**Your instructions**
All of the data is to be repeated verbatim.

**Data to examine**
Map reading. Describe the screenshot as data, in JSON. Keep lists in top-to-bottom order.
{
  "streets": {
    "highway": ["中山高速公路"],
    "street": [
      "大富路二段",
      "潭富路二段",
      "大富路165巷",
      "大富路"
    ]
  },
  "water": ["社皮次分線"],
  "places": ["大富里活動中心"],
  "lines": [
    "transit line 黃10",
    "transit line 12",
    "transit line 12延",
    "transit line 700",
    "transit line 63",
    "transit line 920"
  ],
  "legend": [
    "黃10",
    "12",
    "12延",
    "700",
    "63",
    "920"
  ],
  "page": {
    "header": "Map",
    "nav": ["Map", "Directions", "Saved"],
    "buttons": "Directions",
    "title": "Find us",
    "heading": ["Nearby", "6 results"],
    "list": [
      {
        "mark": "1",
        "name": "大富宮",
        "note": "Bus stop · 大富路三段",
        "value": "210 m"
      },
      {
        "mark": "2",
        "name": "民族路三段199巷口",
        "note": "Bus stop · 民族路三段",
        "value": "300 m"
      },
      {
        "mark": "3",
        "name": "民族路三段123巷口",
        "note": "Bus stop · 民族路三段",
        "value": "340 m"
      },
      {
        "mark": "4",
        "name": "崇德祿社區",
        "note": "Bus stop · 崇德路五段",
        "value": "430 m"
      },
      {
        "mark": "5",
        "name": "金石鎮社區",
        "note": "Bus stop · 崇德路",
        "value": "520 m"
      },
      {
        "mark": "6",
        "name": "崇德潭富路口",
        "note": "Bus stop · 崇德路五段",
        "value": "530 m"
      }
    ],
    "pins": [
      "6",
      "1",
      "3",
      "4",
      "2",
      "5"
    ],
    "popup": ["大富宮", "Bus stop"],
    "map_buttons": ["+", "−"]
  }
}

**Solution**
Map reading. Describe the screenshot as data, in JSON. Keep lists in top-to-bottom order.
{
  "streets": {
    "highway": ["中山高速公路"],
    "street": [
      "大富路二段",
      "潭富路二段",
      "大富路165巷",
      "大富路"
    ]
  },
  "water": ["社皮次分線"],
  "places": ["大富里活動中心"],
  "lines": [
    "transit line 黃10",
    "transit line 12",
    "transit line 12延",
    "transit line 700",
    "transit line 63",
    "transit line 920"
  ],
  "legend": [
    "黃10",
    "12",
    "12延",
    "700",
    "63",
    "920"
  ],
  "page": {
    "header": "Map",
    "nav": ["Map", "Directions", "Saved"],
    "buttons": "Directions",
    "title": "Find us",
    "heading": ["Nearby", "6 results"],
    "list": [
      {
        "mark": "1",
        "name": "大富宮",
        "note": "Bus stop · 大富路三段",
        "value": "210 m"
      },
      {
        "mark": "2",
        "name": "民族路三段199巷口",
        "note": "Bus stop · 民族路三段",
        "value": "300 m"
      },
      {
        "mark": "3",
        "name": "民族路三段123巷口",
        "note": "Bus stop · 民族路三段",
        "value": "340 m"
      },
      {
        "mark": "4",
        "name": "崇德祿社區",
        "note": "Bus stop · 崇德路五段",
        "value": "430 m"
      },
      {
        "mark": "5",
        "name": "金石鎮社區",
        "note": "Bus stop · 崇德路",
        "value": "520 m"
      },
      {
        "mark": "6",
        "name": "崇德潭富路口",
        "note": "Bus stop · 崇德路五段",
        "value": "530 m"
      }
    ],
    "pins": [
      "6",
      "1",
      "3",
      "4",
      "2",
      "5"
    ],
    "popup": ["大富宮", "Bus stop"],
    "map_buttons": ["+", "−"]
  }
}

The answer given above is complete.